Christian life is not a sprint. It is a marathon race where we do not get to pass off the baton to someone who can do that scary obstacle course right in the middle of the race. Reading the various race metaphors before, did tug a little on the heartstrings, but it never sank in in regards to the enduring dedication that is needed to continually run when your energy is flagging.
My life has been more of a marathon. It has never been a sprint. Racing round a track in under 4 minutes is an amazing feat, but the energy is gone. I have had to see some people race ahead of me in life while others fall behind, and still I must doggedly continue to race towards the goal of my life- complete humble perfection in Christ Jesus. The prize that will hopefully await me upon entering the heavenly kingdom of God.
The vision I now carry with me is the idea that the marathon race that I am in the midst of is closer to what the amazing Team Hoyt might go through.
Team Hoyt is a father son duo who have ran in various races since 1977. The duo officially ran their 1077th race as of April 2012.
What is so amazing about Team Hoyt?
Dick Hoyt, the father, is now in his 70s and races for the benefit of his son Rick, who was diagnosed with spastic quadriplegia. Rick had told his dad after their first run together, “Dad, when I’m running, it feels like I’m not handicapped.” Since that moment, Dick has done whatever he could so that his son could feel freedom.
They have raced in marathons, triathlons, and the difficult Ironman competitions.

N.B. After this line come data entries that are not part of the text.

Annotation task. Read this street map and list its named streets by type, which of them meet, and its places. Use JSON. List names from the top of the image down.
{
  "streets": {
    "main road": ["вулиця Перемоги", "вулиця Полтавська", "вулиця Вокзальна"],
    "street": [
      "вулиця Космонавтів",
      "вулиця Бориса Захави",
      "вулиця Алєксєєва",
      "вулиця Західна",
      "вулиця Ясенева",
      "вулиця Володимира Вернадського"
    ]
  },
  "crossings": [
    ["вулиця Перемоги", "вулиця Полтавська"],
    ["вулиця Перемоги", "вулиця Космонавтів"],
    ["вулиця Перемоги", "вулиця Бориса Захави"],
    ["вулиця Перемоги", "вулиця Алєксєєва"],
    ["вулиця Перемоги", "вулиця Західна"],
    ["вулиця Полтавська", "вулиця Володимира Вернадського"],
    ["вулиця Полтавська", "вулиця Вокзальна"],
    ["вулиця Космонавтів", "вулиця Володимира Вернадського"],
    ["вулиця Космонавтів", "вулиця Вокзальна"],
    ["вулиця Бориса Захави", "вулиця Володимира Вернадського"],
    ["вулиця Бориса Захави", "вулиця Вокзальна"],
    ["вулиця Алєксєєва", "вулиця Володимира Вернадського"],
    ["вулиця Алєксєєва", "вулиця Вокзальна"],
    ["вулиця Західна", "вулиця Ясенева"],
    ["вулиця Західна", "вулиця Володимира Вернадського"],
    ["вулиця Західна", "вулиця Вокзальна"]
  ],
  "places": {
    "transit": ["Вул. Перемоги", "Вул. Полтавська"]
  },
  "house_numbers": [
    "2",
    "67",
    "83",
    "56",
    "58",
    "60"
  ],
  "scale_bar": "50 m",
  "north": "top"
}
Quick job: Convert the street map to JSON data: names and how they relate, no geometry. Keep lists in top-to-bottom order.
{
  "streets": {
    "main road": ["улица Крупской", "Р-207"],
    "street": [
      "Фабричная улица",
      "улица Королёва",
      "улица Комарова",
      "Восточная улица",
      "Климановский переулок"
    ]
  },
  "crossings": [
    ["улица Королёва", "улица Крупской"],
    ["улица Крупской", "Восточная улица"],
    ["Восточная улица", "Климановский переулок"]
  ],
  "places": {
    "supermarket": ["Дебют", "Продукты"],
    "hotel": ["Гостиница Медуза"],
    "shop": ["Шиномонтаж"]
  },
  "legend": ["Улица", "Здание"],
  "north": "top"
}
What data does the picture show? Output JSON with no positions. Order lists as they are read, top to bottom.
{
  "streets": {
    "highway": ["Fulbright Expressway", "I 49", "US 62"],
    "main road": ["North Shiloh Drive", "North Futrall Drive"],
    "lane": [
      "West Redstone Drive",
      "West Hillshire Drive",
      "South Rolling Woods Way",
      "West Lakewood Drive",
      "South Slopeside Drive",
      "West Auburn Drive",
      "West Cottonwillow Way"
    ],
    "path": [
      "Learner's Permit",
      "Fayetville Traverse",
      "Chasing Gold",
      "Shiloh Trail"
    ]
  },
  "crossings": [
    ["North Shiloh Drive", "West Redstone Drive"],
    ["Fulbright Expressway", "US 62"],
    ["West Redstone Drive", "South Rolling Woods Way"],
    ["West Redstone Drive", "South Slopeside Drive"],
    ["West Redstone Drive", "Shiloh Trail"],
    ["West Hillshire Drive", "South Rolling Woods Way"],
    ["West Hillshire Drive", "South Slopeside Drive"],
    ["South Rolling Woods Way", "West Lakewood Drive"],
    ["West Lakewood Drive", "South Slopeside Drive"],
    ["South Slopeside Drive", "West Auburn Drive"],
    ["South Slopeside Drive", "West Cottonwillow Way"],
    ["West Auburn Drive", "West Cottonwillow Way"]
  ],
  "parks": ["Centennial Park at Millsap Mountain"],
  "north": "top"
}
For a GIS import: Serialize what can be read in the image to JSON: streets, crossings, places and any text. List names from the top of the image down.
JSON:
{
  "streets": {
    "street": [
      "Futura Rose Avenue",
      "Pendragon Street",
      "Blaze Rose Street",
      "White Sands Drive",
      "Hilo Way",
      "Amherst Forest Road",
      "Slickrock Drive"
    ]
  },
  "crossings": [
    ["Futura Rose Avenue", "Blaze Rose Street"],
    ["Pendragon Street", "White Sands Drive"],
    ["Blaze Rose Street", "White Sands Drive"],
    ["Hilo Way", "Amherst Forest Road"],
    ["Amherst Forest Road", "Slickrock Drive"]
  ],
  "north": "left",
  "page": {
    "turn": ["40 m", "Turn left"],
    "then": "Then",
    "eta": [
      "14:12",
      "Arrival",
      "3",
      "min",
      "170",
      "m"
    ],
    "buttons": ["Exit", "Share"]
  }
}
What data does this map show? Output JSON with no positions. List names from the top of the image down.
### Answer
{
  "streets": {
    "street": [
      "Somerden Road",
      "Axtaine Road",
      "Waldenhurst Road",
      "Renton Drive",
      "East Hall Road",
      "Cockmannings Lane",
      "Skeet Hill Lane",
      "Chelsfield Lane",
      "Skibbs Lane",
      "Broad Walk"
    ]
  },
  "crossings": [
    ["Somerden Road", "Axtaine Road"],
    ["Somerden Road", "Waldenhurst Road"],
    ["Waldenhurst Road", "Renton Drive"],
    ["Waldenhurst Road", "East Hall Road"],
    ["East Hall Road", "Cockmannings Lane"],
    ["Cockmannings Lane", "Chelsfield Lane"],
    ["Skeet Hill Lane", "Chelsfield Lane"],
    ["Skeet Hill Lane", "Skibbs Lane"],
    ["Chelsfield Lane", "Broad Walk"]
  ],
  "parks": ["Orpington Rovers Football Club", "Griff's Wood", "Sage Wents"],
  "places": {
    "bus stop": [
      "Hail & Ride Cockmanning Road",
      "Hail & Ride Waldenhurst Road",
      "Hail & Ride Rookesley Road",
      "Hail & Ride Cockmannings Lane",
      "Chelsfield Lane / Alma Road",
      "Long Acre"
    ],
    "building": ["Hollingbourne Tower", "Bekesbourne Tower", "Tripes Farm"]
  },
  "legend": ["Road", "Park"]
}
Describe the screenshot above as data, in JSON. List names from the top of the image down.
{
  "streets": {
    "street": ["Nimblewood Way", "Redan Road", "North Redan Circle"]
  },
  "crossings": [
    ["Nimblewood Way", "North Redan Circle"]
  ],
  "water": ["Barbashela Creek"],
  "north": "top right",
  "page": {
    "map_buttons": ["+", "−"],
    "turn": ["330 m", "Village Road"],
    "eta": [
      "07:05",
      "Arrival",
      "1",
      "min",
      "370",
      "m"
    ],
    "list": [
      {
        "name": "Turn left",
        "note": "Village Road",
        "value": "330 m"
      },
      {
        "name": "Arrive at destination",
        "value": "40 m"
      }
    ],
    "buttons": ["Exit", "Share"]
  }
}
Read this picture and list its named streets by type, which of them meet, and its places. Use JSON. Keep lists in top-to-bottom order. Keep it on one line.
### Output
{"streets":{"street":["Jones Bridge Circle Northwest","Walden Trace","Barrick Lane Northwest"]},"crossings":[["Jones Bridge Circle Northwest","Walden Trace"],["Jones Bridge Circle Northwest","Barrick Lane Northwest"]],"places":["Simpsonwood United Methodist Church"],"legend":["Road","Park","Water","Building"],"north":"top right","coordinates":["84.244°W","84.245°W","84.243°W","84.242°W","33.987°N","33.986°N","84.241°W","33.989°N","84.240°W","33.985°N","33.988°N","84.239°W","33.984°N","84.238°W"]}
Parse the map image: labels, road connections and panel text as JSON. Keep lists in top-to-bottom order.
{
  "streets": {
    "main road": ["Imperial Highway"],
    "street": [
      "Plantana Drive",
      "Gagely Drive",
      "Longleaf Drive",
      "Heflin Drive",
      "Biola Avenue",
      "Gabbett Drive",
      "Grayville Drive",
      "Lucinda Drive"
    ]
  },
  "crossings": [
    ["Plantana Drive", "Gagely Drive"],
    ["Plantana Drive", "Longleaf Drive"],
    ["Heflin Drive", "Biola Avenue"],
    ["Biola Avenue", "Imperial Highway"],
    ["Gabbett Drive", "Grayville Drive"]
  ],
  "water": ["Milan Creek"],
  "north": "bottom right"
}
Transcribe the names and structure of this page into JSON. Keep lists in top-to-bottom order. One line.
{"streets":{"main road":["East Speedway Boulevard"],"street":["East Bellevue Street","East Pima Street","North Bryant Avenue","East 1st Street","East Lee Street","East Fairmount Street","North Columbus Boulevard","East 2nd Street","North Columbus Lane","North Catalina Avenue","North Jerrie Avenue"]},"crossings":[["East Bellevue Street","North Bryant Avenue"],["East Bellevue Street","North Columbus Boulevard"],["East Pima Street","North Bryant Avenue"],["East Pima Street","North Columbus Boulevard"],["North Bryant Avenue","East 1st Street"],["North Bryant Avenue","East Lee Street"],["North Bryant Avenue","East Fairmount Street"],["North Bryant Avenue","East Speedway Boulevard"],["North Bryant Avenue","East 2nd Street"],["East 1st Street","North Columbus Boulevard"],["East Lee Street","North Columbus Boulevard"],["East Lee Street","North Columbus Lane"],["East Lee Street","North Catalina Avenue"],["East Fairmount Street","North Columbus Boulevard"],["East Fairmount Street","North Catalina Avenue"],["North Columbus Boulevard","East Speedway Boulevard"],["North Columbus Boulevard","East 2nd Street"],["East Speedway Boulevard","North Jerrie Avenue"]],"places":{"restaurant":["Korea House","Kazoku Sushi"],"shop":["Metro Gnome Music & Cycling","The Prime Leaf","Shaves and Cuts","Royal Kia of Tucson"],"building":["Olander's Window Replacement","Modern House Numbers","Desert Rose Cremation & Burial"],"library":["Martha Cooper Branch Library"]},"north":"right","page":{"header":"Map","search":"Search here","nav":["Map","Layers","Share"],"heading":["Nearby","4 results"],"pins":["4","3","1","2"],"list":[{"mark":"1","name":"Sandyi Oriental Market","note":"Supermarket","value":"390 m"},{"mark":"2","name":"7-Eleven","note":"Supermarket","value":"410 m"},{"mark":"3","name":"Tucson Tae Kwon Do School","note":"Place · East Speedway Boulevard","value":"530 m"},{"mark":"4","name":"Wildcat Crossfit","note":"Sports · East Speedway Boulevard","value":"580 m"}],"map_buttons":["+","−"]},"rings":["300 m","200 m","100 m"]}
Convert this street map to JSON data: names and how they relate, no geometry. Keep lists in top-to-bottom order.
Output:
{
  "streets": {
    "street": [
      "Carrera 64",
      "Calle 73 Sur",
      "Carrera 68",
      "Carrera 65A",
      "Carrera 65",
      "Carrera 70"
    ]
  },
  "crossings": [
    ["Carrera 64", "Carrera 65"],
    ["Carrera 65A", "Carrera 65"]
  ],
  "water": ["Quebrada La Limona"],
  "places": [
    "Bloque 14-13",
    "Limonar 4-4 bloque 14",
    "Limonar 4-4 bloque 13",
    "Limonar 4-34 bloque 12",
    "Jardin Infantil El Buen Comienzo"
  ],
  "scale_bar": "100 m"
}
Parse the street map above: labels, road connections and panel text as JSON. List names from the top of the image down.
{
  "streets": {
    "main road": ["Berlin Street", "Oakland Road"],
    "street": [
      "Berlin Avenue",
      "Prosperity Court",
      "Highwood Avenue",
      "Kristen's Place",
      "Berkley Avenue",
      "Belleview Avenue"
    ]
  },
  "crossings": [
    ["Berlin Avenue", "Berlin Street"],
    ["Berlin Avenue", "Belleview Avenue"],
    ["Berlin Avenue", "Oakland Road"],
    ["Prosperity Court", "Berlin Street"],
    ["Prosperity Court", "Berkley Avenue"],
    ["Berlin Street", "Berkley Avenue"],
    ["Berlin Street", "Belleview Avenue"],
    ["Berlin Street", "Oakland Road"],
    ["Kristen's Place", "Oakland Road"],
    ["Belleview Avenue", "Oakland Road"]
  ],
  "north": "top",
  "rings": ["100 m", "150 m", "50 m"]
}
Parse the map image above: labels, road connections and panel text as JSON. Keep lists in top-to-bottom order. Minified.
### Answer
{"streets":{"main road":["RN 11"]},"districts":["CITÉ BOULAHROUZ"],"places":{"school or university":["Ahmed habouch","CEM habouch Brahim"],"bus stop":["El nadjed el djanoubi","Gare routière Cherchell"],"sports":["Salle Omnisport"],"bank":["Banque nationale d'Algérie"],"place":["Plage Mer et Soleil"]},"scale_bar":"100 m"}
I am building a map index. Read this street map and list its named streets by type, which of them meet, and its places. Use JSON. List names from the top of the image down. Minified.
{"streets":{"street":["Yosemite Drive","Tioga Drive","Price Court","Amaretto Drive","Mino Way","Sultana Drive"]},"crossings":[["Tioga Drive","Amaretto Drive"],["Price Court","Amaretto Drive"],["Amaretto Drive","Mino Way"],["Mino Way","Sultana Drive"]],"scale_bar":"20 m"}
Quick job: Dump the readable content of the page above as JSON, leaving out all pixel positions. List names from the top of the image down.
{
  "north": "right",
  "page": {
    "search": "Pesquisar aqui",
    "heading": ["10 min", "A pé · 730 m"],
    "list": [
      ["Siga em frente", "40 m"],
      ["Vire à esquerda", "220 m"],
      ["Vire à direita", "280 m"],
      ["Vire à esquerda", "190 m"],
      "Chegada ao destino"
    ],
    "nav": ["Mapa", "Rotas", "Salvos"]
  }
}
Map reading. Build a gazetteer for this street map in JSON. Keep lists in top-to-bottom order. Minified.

They have also biked and run across the United States in 45 days.
Throughout the races, Dick carries his son. Depending on the competition, Rick is either placed on the front of the bike in a special chair, pulled behind his father on a small boat, or pushed in a specially designed racing wheelchair. He is in the midst of the race. And he always finishes before his father.
So why did reading Paul’s “pursue as my goal the prize before me” suddenly make me think of Team Hoyt? I’ve known about Team Hoyt for years. I’ve always greatly admired the duo and follow them on Facebook. I remember praying that they weren’t near the horrible tragedy at the Boston Marathon, which happens to be the duo’s favorite race.
So why now?
Perhaps my last year of life has focused my attention more on the fact that I cannot face this race as a sprint. Becoming mature in Christ is not a quick one-two thing that happens. It is something we must struggle with. We must sweat, cry, and bleed over our spiritual life.
Dick Hoyt shows how important his son is to him by continually bleeding and sweating over that which makes his son feel free. I’m sure he has shed more than his share of tears over the years as exhaustion and illness plague him, but still he continues to strive towards the goal of the finish line. His focus is totally on that which is in front of him- Rick, his son.
It is not about the ‘prize.’ It is about the growth of his son’s sense of freedom.
Applying this to Paul’s metaphor might seem like a stretch, but stick with me.
Paul, throughout his letters has mentioned that that he has shed blood, sweat, and tears in the service of Christ. He praises that that which is behind him (the old him who despised the salvation of the cross) no longer has the power to sway him from his goal. He has beaten his body into submission and is wholly focused on coming perfection at the end of the race. He encourages those he writes too, to bring their own bodies into submission and run with endurance towards the prize, to not be swayed by the world’s glitter, but focused on the true reward.
I’m sure that Dick Hoyt has wanted to just collapse in the middle of the Ironman competition more than once (or any of the races), due to the exhaustion of going from biking, to swimming, to running. But, rather than give into his flesh, he puts one foot in front of another, his eye on his prize- his son’s joy.
Paul was not a sprinter. If he was a sprinter, I believe he might have renounced Christ rather than go through torture at the brutal hands of the Romans. A sprinter would not have the fortitude to withstand his faith being questioned. Sprinters in the faith burn brilliantly and quickly. The first time there is a small bump in the track they will fall away, unable to handle the difficulty of the race.
Marathon racers on the other hand, will conserve their faith in the midst of the race. It is for when those hiccups come their way, they have the knowledge and strength they built up during the calm moments that will help carry them through the tough moments.
Christian marathon racers should not be trying to leave everyone in their dust, but rather be helping our fellow racers finish their race well. We all are striving for the same goal.
The beauty of racing for the prize of fellowship with Christ, is that there is enough of him to go around to all the winners!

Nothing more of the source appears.